Storage is cheap, right? Browsing through my local hardware reseller's web pages, I can see that I can buy disks at some $100 per Tb. The problem is that enterprise storage isn't cheap, especially when you outgrow what you have. Also remember that a 1Tb production system is also a 1Tb dev, qa, training etc. system (after a few system copies) and so 5Tb of production, 5Tb of backups, etc. Data propogation causes huge increases in total storage requirements.
On our demo landscape, we have some 5Tb of enterprise class storage for our SAP systems, totalling about 29 virtual servers. We've run out of space and are considering a substantial capital investment to go up to the next tier of enterprise storage - 3 or 4 times what we paid for the existing storage.
What's more we live in a world where a global recession has taken a big hit, and where issues around sustainability means that buying ever bigger and better hardware isn't palatable. Virtualizing our SAP landscape saved us huge amounts of money, but the consolidation effect means that when you run out of space, the effect is much more costly.
All this means, that we had to think in terms of saving space first, and capital procurement second. Also, most SAP systems are I/O bound these days anyhow.
I remember a story from the early days of the search engine Altavista, which was of course funded by DEC and ran on DEC AlphaServers. The story goes that they were running out of CPU and had ordered some more AlphaServers. Mike Burrows (who wrote the indexer) rewrote his code over the weekend and traded 30% CPU for 30% storage. When the AlphaServers arrived on Monday morning, they weren't required.
I've been pondering what the benefits of database compress on MSSQL 2008 are, and when I met with some platform experts from Microsoft last week and heard how they were getting on, I was really intriqued.

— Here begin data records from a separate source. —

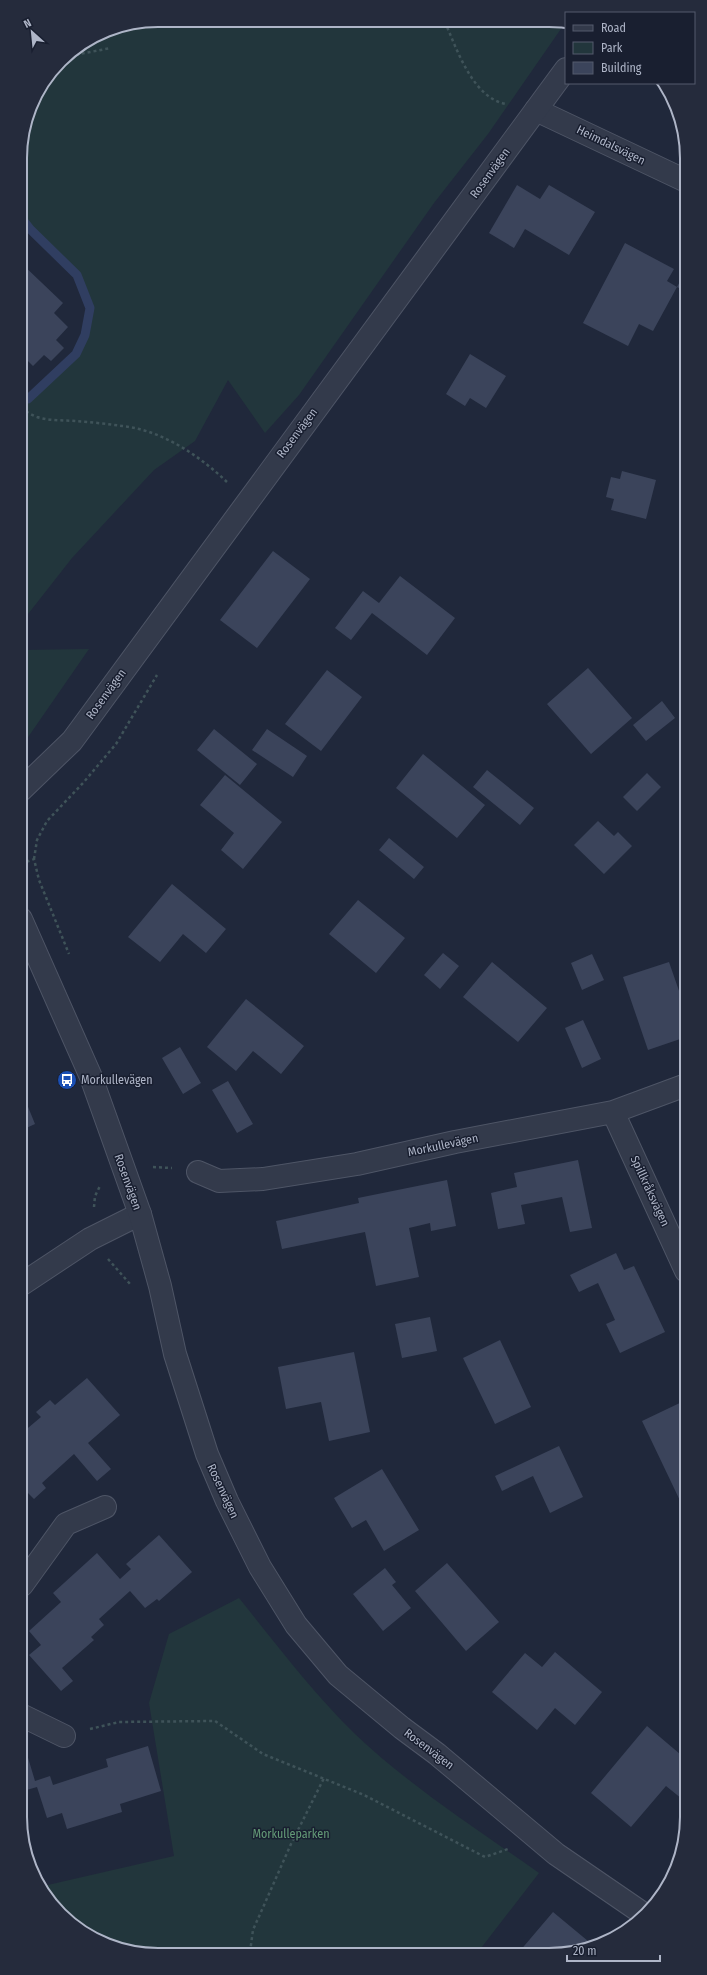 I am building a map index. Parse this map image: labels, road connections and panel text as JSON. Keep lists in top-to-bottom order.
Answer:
{
  "streets": {
    "street": [
      "Heimdalsvägen",
      "Rosenvägen",
      "Morkullevägen",
      "Spillkråksvägen"
    ]
  },
  "crossings": [
    ["Heimdalsvägen", "Rosenvägen"],
    ["Morkullevägen", "Spillkråksvägen"]
  ],
  "parks": ["Morkulleparken"],
  "places": {
    "bus stop": ["Morkullevägen"]
  },
  "legend": ["Road", "Park", "Building"],
  "scale_bar": "20 m",
  "north": "top left"
} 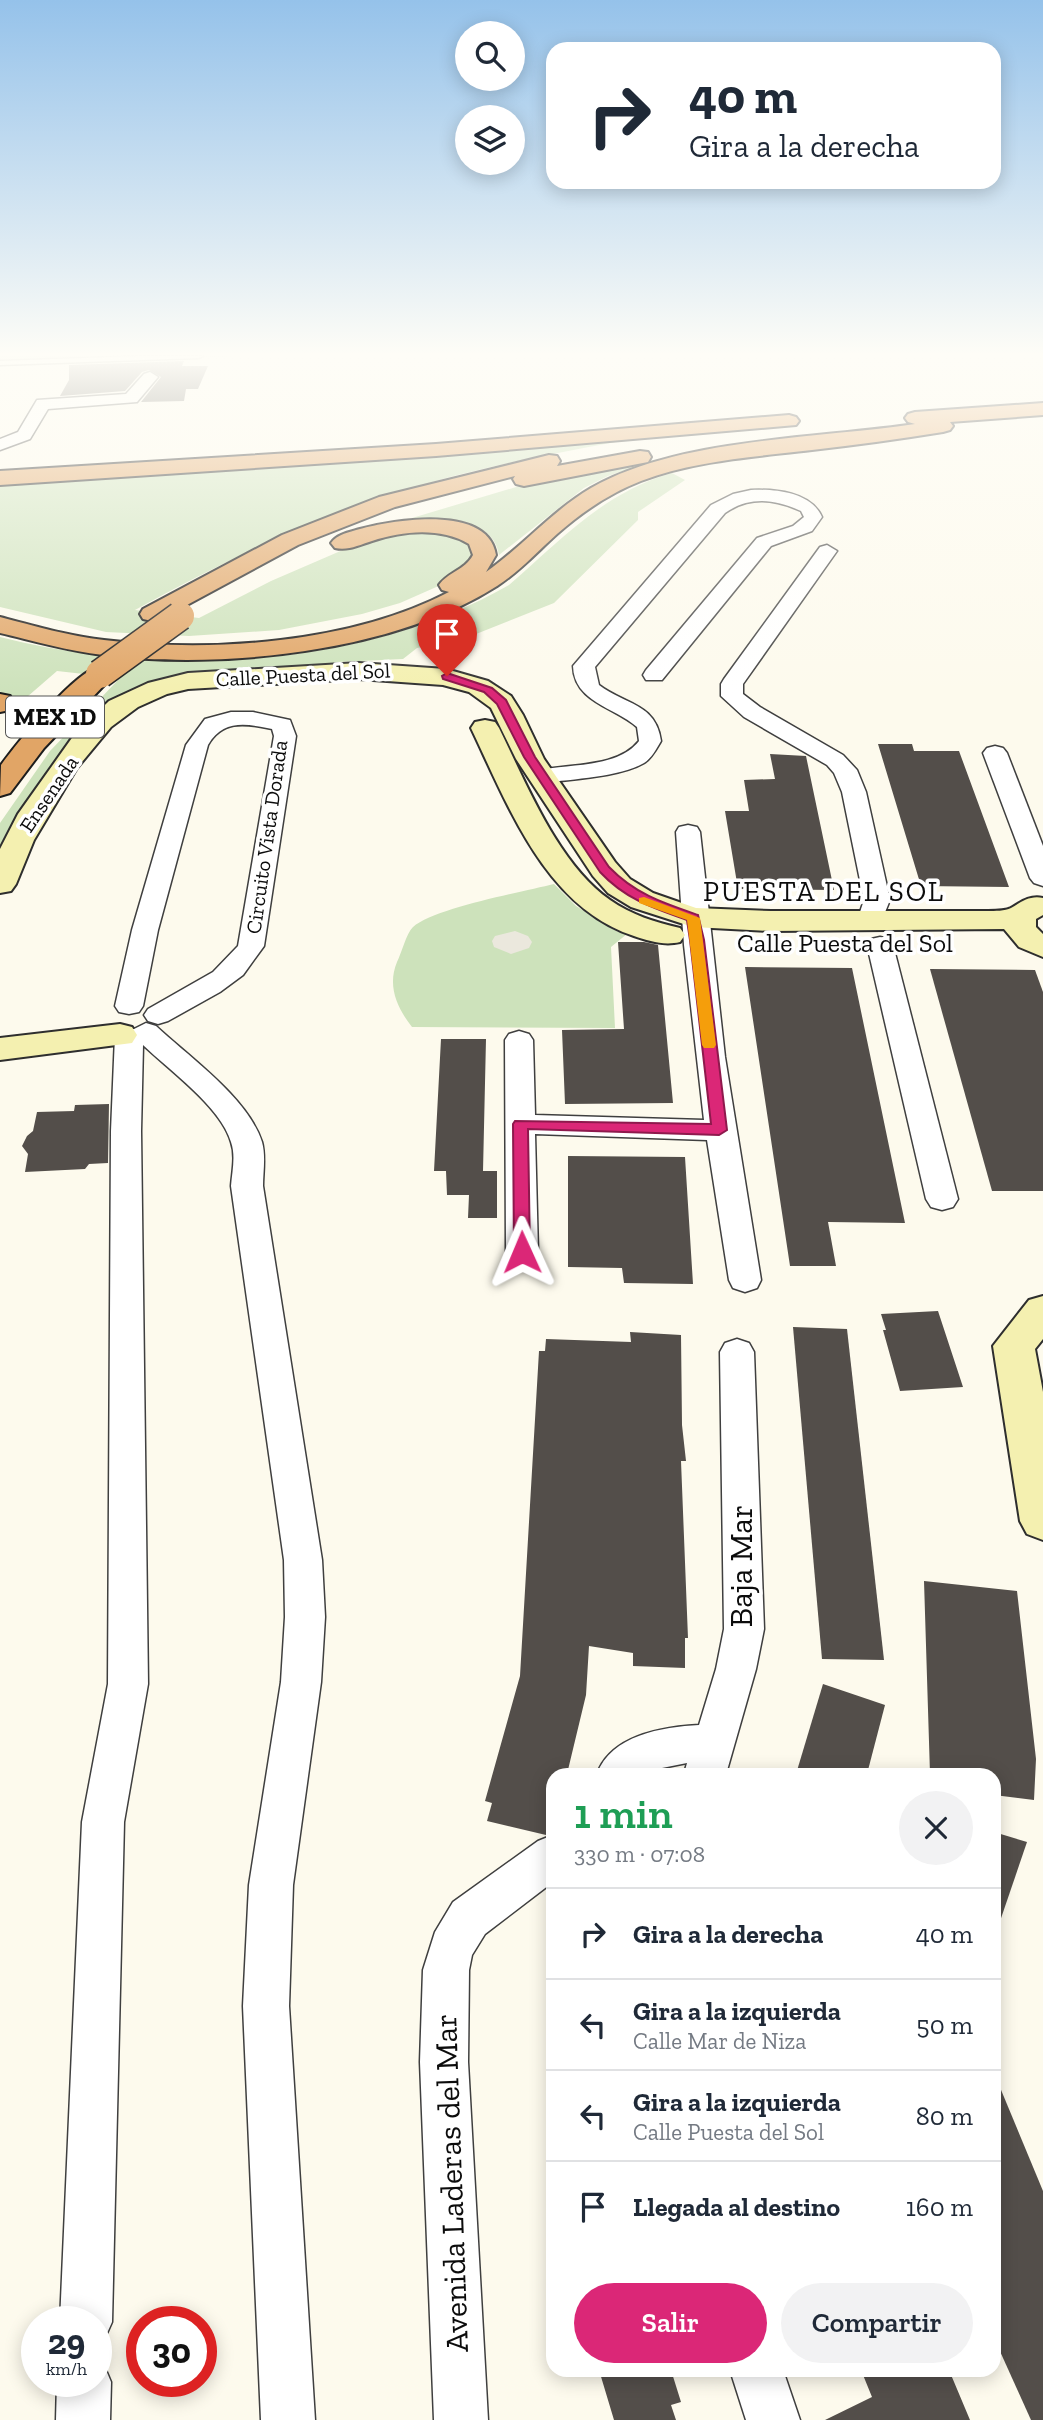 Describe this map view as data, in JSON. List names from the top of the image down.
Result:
{
  "streets": {
    "highway": ["MEX 1D"],
    "street": [
      "Calle Puesta del Sol",
      "Ensenada",
      "Circuito Vista Dorada",
      "Baja Mar",
      "Avenida Laderas del Mar"
    ]
  },
  "crossings": [
    ["Calle Puesta del Sol", "Ensenada"]
  ],
  "districts": ["PUESTA DEL SOL"],
  "page": {
    "turn": ["40 m", "Gira a la derecha"],
    "heading": ["1 min", "330 m · 07:08"],
    "list": [
      {
        "name": "Gira a la derecha",
        "value": "40 m"
      },
      {
        "name": "Gira a la izquierda",
        "note": "Calle Mar de Niza",
        "value": "50 m"
      },
      {
        "name": "Gira a la izquierda",
        "note": "Calle Puesta del Sol",
        "value": "80 m"
      },
      {
        "name": "Llegada al destino",
        "value": "160 m"
      }
    ],
    "buttons": ["Salir", "Compartir"],
    "speed": "29 km/h",
    "limit": "30"
  }
} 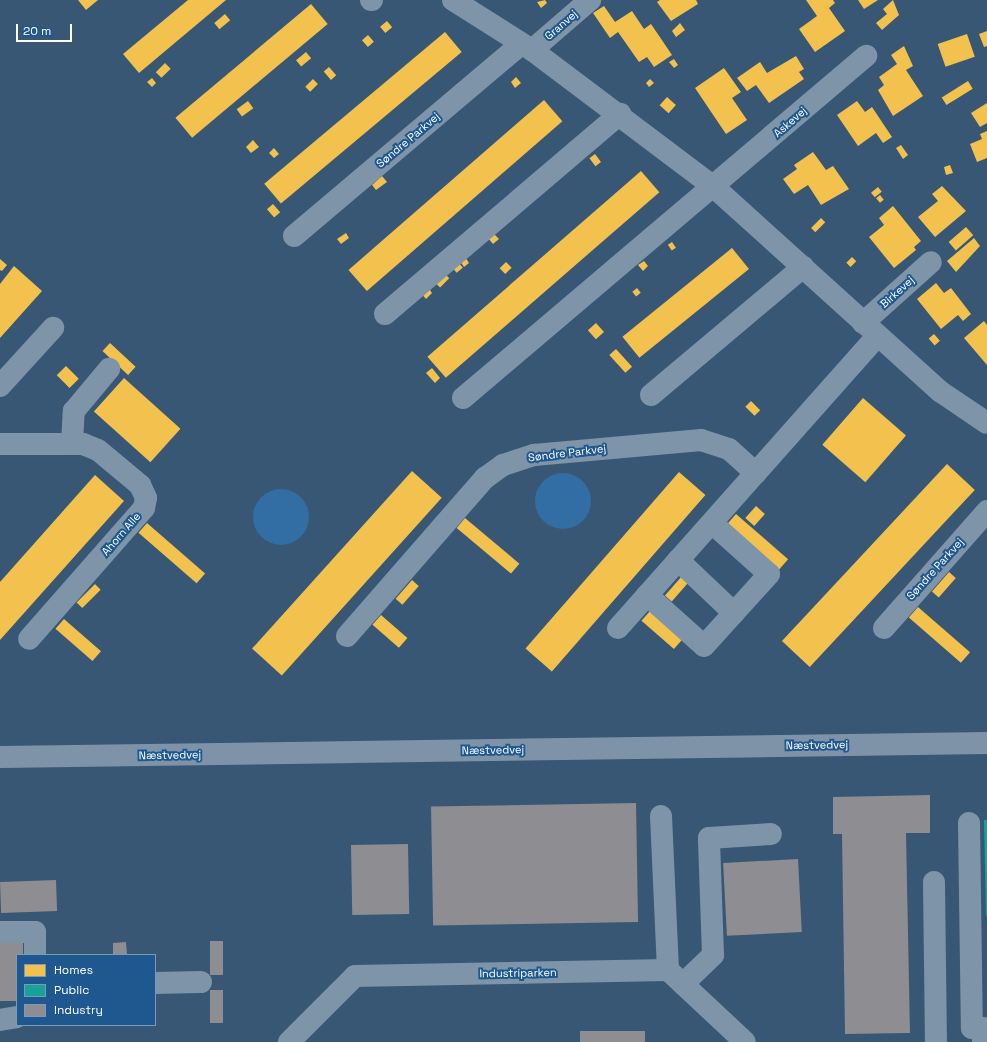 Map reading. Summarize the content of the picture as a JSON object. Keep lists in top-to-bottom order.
{
  "streets": {
    "main road": ["Næstvedvej"],
    "street": [
      "Granvej",
      "Askevej",
      "Søndre Parkvej",
      "Birkevej",
      "Ahorn Alle",
      "Industriparken"
    ]
  },
  "crossings": [
    ["Granvej", "Søndre Parkvej"]
  ],
  "legend": ["Homes", "Public", "Industry"],
  "scale_bar": "20 m"
} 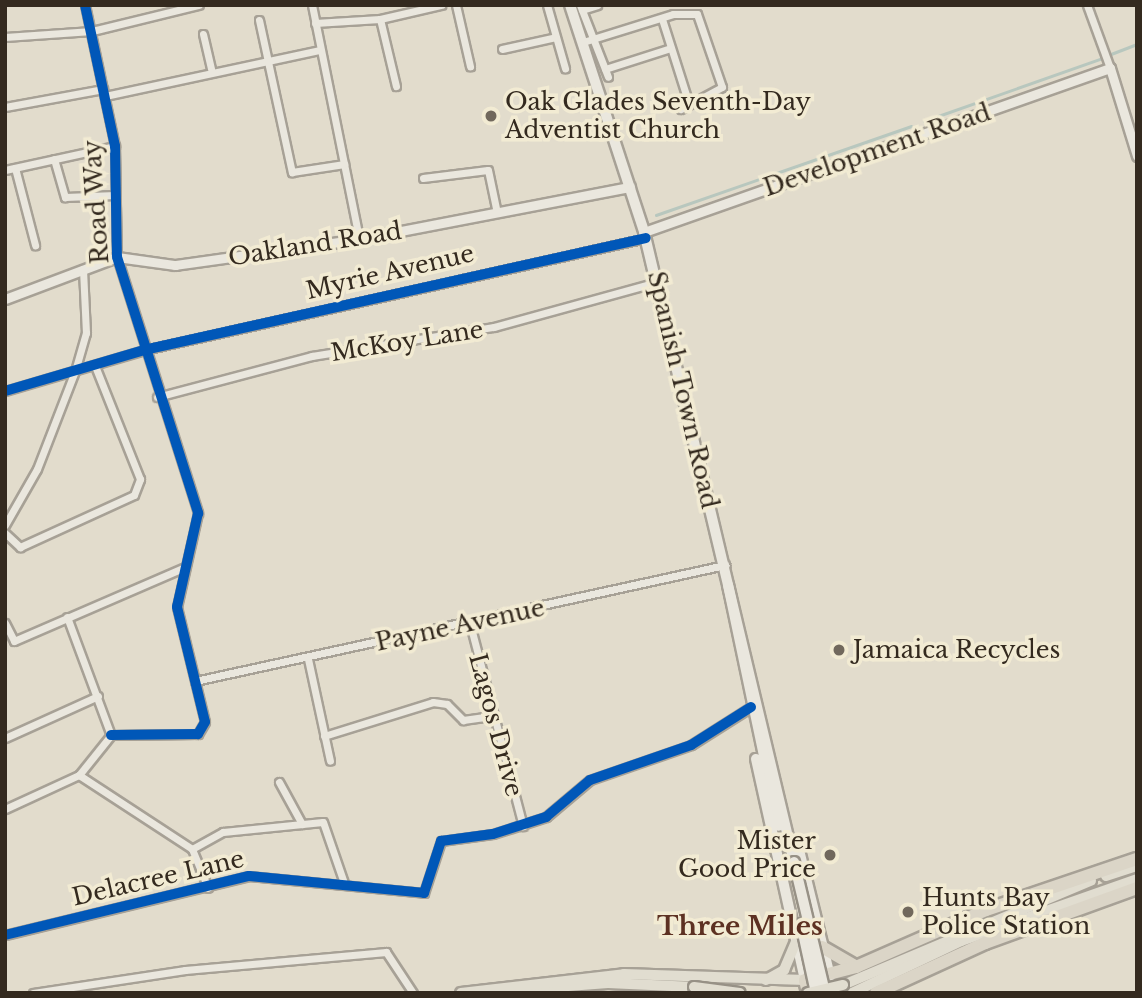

If you are interested in this as a whole, then Juergen Thomas' blog is really worth reading. While you're there, read his white paper too.
DB2 has had row compression for some time and part of their value proposition over MSSQL and Oracle is 30% reduced database size. MSSQL introduced vardecimal compression in SQL 2005 but it its ability to compress was limited to certain objects (principally BW cubes benefitted the most).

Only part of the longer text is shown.